While this client continues to drive transaction growth for us, the timing of these network fees will continue to pose a grow-over challenge to fourth quarter and first half 2026 enterprise revenue. And finally, in processing, organic and adjusted revenue in the quarter declined 8% and 6%, respectively. Processing results this quarter were impacted by more difficult comparisons to last year, which included professional services revenues from a processing client and lower hardware sales. Year-to-date, processing organic and adjusted revenue are down 4% and 3%, respectively. Third quarter adjusted operating income for the Merchant Solutions segment was up 3% to $962 million, and adjusted operating margin was 37.2%, down 50 basis points from the prior year.

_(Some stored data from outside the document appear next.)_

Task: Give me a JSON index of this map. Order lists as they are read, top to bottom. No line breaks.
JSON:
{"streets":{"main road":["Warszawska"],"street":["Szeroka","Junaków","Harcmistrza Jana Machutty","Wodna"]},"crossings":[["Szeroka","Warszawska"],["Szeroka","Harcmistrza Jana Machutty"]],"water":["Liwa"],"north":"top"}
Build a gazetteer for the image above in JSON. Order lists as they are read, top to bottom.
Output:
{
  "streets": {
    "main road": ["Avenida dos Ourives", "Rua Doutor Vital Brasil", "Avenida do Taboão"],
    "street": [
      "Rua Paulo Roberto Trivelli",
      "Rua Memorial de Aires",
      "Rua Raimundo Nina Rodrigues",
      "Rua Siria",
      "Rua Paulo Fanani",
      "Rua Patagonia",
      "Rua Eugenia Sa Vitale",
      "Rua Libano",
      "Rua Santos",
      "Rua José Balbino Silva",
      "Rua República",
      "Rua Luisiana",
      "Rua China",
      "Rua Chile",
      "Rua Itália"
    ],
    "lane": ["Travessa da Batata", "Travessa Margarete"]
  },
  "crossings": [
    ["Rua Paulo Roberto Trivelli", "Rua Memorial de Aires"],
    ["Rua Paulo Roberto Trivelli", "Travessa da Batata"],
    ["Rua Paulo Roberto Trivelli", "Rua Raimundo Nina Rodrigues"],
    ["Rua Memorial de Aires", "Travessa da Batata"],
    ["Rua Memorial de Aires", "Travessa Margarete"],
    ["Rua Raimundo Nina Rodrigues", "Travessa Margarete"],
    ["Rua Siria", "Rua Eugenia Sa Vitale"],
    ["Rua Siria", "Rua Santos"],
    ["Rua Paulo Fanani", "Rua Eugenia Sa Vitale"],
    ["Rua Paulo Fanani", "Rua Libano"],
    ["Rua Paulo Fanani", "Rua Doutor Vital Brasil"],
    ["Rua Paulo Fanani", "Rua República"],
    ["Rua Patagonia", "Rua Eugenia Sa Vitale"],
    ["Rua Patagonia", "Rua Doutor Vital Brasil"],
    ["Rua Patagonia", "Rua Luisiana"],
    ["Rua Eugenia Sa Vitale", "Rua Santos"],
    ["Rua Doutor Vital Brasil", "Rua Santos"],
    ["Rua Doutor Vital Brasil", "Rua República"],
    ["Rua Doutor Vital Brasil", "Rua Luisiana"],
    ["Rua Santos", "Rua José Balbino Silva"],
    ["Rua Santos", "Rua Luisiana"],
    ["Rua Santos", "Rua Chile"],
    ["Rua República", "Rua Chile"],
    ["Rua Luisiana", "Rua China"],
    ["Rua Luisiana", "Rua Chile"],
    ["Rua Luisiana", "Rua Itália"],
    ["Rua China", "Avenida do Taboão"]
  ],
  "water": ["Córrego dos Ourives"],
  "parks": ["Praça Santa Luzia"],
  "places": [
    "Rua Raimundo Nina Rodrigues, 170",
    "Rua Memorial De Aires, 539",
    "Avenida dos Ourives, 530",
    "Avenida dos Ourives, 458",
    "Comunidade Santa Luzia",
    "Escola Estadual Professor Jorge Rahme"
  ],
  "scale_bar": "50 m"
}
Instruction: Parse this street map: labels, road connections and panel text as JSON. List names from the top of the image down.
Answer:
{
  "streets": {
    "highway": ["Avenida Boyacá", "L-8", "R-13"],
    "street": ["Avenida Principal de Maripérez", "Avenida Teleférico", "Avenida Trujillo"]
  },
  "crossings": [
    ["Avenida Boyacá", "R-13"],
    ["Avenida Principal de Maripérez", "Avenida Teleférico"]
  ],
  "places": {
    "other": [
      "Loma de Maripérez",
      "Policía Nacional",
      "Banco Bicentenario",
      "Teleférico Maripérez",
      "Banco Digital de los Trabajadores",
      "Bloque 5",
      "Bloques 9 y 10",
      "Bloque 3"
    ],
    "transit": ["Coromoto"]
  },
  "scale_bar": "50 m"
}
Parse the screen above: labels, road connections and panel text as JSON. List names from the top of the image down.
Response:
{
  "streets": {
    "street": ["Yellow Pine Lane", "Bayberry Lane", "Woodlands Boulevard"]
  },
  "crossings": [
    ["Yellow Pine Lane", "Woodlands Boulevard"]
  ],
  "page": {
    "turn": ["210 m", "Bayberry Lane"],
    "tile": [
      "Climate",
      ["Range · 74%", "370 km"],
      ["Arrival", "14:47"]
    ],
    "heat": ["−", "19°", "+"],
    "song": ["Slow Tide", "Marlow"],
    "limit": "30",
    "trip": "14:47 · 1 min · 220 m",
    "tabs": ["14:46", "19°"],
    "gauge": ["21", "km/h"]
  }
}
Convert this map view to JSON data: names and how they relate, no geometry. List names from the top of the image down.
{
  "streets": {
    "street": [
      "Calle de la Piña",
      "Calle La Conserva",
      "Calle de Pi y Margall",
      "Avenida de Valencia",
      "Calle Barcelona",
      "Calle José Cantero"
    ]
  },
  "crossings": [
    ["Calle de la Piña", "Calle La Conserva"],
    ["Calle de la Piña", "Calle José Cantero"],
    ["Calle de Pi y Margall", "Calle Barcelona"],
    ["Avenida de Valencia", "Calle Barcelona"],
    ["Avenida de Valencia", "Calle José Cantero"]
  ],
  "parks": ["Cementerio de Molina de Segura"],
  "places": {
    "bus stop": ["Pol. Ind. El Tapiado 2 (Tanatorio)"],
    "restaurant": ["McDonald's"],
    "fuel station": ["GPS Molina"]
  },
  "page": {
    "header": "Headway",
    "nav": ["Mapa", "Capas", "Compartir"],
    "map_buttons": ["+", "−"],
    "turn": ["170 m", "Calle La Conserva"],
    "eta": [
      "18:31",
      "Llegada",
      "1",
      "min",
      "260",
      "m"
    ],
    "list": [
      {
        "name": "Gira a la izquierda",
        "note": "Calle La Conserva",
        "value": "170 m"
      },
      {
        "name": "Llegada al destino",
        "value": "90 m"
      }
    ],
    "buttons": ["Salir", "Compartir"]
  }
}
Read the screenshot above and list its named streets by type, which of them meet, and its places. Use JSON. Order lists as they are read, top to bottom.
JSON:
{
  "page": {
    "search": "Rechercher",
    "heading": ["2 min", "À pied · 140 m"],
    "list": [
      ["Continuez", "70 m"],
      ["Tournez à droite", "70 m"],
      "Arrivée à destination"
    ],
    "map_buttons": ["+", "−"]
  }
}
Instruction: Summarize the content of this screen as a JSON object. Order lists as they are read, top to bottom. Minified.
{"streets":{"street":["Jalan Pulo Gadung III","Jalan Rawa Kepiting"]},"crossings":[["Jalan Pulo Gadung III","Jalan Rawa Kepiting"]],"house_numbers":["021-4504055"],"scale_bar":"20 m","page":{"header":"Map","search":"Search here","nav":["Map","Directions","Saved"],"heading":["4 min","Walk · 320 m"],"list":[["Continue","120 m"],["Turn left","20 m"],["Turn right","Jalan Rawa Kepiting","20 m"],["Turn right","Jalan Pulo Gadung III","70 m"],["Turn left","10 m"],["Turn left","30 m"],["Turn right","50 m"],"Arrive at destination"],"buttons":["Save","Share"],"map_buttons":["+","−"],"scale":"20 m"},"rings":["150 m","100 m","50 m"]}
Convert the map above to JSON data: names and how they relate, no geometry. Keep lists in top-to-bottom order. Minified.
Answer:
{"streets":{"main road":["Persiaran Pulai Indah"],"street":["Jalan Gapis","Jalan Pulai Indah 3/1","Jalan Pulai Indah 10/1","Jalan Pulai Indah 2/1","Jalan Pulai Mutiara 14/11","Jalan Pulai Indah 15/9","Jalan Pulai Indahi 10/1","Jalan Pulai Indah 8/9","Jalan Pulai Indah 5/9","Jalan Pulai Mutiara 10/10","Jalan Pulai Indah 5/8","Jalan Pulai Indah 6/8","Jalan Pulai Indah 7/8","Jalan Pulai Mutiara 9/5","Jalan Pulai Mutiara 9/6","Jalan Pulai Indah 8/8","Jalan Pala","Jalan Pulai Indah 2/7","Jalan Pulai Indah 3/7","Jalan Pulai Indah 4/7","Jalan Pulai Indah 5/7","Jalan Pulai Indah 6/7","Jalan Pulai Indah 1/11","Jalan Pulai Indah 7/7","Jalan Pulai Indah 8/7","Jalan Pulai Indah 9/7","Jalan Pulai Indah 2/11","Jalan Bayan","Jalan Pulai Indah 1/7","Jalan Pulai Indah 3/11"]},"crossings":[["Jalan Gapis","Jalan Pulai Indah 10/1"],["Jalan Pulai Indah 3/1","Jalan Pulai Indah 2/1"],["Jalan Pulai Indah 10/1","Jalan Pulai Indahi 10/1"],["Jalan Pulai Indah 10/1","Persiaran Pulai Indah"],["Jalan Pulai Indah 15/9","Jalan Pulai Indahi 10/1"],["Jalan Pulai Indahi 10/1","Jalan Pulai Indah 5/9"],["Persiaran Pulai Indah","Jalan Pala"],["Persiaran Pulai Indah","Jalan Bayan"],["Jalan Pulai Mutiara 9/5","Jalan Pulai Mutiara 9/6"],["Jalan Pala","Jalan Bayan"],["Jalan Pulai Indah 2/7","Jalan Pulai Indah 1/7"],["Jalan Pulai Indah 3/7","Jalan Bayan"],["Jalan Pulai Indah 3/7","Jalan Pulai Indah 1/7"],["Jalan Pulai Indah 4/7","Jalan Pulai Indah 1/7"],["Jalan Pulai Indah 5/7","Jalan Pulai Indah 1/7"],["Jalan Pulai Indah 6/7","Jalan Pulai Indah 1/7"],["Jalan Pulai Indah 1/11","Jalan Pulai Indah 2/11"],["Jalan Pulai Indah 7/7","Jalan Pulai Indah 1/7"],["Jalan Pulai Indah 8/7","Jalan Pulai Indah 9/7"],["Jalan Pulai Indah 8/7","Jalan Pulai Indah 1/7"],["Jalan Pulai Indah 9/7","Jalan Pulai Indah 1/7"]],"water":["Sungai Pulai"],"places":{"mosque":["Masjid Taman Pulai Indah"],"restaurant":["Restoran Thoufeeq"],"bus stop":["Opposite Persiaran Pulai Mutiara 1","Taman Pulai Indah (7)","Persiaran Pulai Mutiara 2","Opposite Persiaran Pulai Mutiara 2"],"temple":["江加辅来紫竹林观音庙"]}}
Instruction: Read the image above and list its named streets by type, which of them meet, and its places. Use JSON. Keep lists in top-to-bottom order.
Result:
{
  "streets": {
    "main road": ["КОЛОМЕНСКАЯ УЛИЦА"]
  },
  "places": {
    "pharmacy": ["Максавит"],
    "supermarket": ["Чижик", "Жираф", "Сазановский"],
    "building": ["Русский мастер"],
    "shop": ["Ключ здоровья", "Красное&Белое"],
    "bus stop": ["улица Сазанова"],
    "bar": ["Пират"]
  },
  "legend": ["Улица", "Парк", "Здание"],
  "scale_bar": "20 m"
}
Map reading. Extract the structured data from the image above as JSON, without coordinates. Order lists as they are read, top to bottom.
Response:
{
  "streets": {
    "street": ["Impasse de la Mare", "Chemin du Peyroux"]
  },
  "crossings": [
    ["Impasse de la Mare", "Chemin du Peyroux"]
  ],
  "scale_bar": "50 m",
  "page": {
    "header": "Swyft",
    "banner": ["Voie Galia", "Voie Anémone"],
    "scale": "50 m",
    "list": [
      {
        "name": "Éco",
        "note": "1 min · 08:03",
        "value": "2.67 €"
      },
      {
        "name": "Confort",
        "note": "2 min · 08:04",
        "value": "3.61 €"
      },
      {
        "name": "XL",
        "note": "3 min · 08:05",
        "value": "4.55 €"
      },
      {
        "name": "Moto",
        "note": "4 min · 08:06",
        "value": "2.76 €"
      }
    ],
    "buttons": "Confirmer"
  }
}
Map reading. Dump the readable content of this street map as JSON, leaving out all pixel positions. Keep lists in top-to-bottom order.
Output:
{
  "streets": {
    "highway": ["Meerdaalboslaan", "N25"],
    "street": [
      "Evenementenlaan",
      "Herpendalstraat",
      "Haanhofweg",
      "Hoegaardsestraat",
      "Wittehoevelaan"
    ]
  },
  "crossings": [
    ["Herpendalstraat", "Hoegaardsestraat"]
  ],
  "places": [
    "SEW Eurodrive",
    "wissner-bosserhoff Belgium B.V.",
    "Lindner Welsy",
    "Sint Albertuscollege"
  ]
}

The largest detractor to margins in Q3 were higher sales and marketing and distribution expenses, along with higher data processing costs and depreciation and amortization expenses partially offset by a gain on the merchant alliance joint venture change I mentioned earlier. Year-to-date, adjusted operating income for the segment was up 4% to $2.7 billion with adjusted operating margin down 90 basis points to 35.3%. Turning to Slide 8 for the Financial Solutions segment. Organic revenue declined 3% in the quarter and grew 3% year-to-date. Our third quarter revenue was negatively impacted by lower periodic license revenue, which impacted the segment’s organic growth by 2 points. Looking at the business line level, in digital payments, organic and adjusted revenue each declined 5% due to industry dynamics in the quarter, while the company experienced healthy debit processing, debit network and Zelle transaction growth.

In issuing, organic and adjusted revenue grew 1% and 2%, respectively, in the quarter. Fiserv generated solid accounts on file growth. However, revenue growth was muted largely due to grow-over challenges in the output business. And in banking, organic and adjusted revenue declined 7% in the quarter, primarily due to lower periodic license activity. Third quarter adjusted operating income for the Financial Solutions segment was down 13% to $991 million and adjusted operating margin was 42.5%, down 490 basis points from the prior year. The adjusted operating margin decline results from lower, higher-margin periodic license revenue coupled with the ongoing investment in implementation and professional services and technology spend. Year-to-date, adjusted operating income for the segment was up 4% to $3.4 billion, with adjusted operating margin up 50 basis points to 46.3%.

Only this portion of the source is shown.